#### [DATA EXCERPTS]

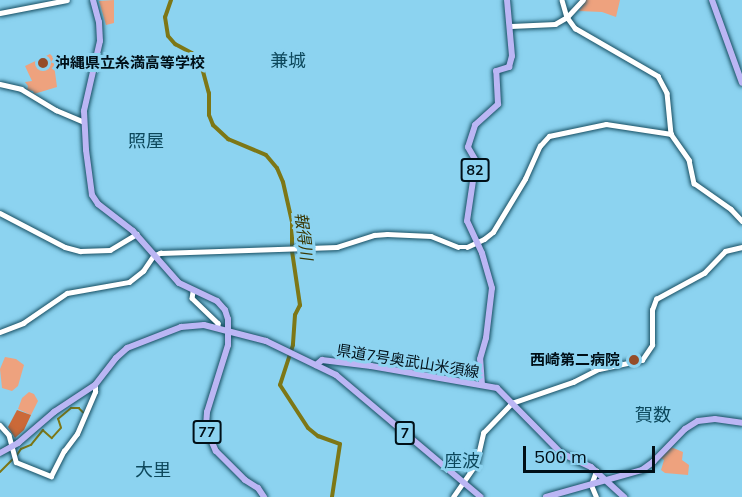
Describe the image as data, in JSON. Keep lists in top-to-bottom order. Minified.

* * *

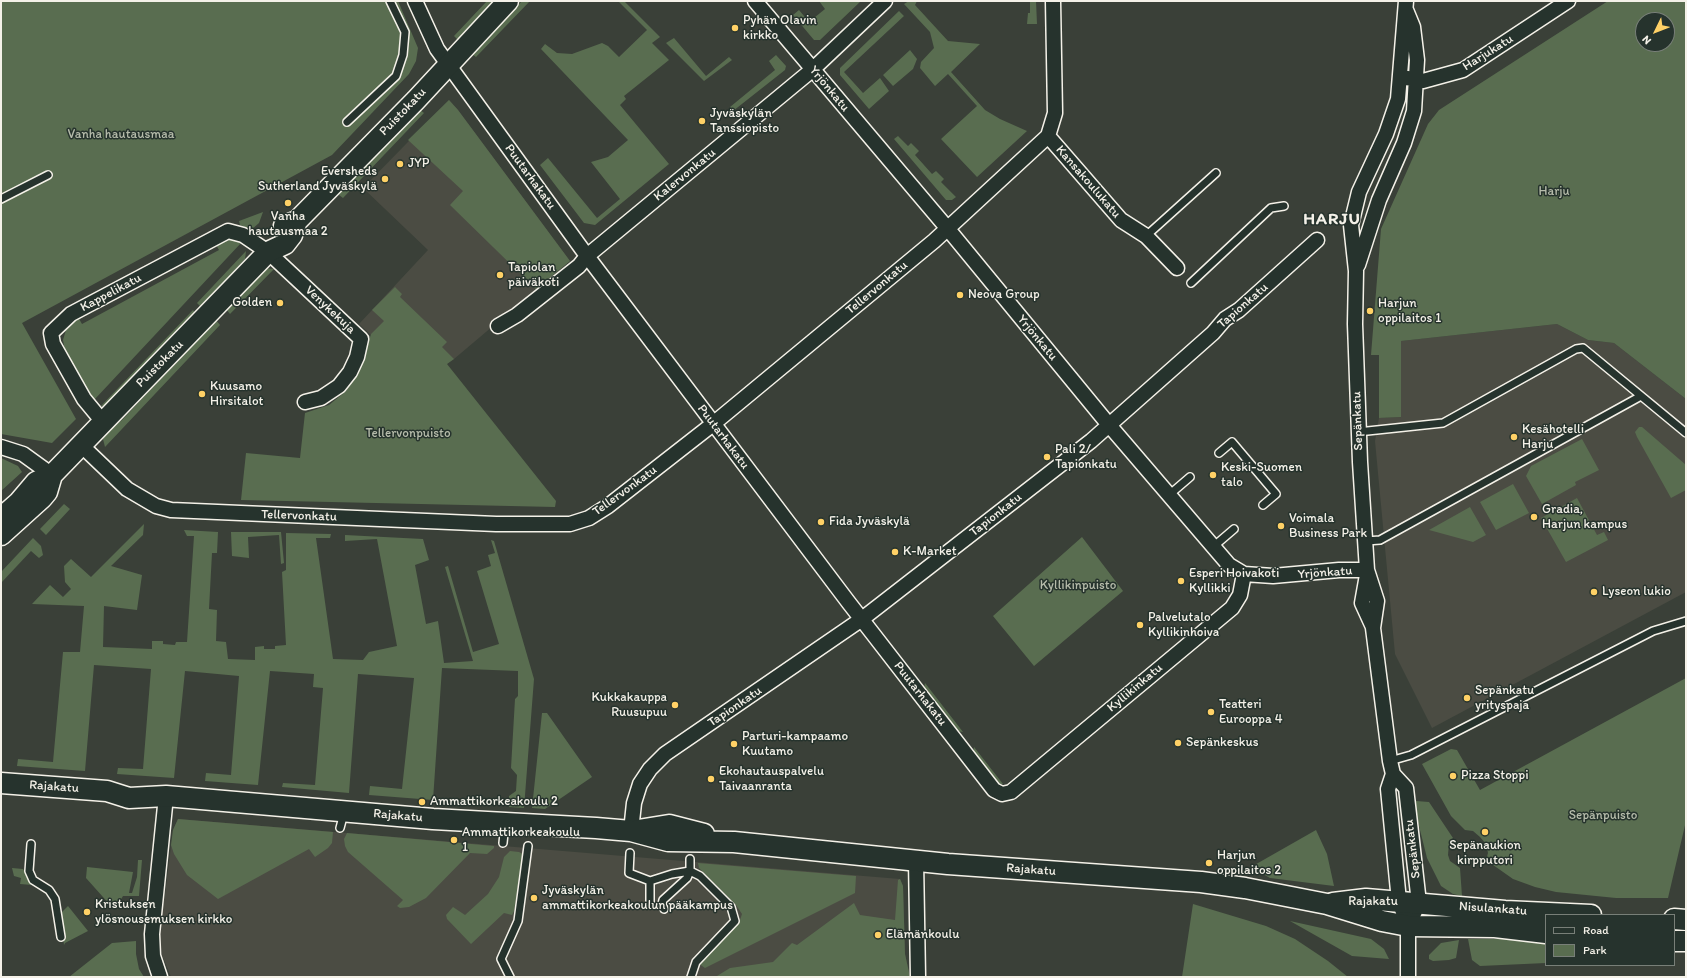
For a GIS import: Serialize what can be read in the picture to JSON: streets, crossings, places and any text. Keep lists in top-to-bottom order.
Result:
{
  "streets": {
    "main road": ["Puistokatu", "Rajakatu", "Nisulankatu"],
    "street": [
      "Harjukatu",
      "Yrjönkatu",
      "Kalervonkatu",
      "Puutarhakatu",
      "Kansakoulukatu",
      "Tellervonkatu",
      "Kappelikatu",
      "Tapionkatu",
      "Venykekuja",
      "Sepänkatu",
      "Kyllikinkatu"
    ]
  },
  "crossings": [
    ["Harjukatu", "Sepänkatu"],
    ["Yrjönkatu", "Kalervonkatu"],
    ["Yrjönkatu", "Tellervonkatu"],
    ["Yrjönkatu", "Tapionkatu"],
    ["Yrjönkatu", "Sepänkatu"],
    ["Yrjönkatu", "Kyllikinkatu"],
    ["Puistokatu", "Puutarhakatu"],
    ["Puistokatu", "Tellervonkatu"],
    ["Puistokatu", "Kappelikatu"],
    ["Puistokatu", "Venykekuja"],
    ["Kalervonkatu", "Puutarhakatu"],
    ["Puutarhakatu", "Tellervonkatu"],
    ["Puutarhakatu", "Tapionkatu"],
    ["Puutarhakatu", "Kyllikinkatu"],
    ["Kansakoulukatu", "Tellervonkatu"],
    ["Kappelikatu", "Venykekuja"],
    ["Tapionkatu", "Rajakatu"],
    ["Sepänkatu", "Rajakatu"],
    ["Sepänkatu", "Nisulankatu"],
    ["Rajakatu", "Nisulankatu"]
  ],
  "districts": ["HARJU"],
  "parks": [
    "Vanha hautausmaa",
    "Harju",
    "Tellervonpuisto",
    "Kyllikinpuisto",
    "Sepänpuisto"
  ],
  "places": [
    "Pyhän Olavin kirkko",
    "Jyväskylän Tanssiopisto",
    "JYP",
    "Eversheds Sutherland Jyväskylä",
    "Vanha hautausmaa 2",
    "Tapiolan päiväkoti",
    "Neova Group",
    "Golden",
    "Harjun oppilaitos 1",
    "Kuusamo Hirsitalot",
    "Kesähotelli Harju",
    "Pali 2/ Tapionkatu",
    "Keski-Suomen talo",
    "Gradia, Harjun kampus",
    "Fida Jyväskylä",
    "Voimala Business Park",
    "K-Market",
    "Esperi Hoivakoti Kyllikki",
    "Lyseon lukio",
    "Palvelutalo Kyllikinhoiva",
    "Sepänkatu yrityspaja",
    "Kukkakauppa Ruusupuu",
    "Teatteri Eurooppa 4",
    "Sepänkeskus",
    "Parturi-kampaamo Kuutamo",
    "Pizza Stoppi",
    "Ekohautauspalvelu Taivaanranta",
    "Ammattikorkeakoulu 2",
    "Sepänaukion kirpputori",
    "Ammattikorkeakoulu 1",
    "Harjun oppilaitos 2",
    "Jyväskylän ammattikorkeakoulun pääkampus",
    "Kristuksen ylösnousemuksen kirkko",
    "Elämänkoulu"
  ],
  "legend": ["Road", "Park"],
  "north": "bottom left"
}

---

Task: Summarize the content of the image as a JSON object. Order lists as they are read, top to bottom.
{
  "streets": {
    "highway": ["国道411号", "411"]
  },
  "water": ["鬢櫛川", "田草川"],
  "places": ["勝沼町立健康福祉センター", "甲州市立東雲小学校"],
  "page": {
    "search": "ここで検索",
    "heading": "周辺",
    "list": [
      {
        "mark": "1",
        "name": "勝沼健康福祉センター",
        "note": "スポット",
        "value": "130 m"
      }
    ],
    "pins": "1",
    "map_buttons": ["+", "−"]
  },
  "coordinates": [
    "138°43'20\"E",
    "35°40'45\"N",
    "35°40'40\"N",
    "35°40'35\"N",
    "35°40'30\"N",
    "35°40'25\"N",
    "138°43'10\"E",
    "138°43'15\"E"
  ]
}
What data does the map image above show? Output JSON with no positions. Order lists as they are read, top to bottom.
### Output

#### [INSTRUCTIONS TO FOLLOW]
Show all lines from the entries that hold "Output".

#### [ANSWER TO THIS PROBLEM]
What data does the map image above show? Output JSON with no positions. Order lists as they are read, top to bottom.
### Output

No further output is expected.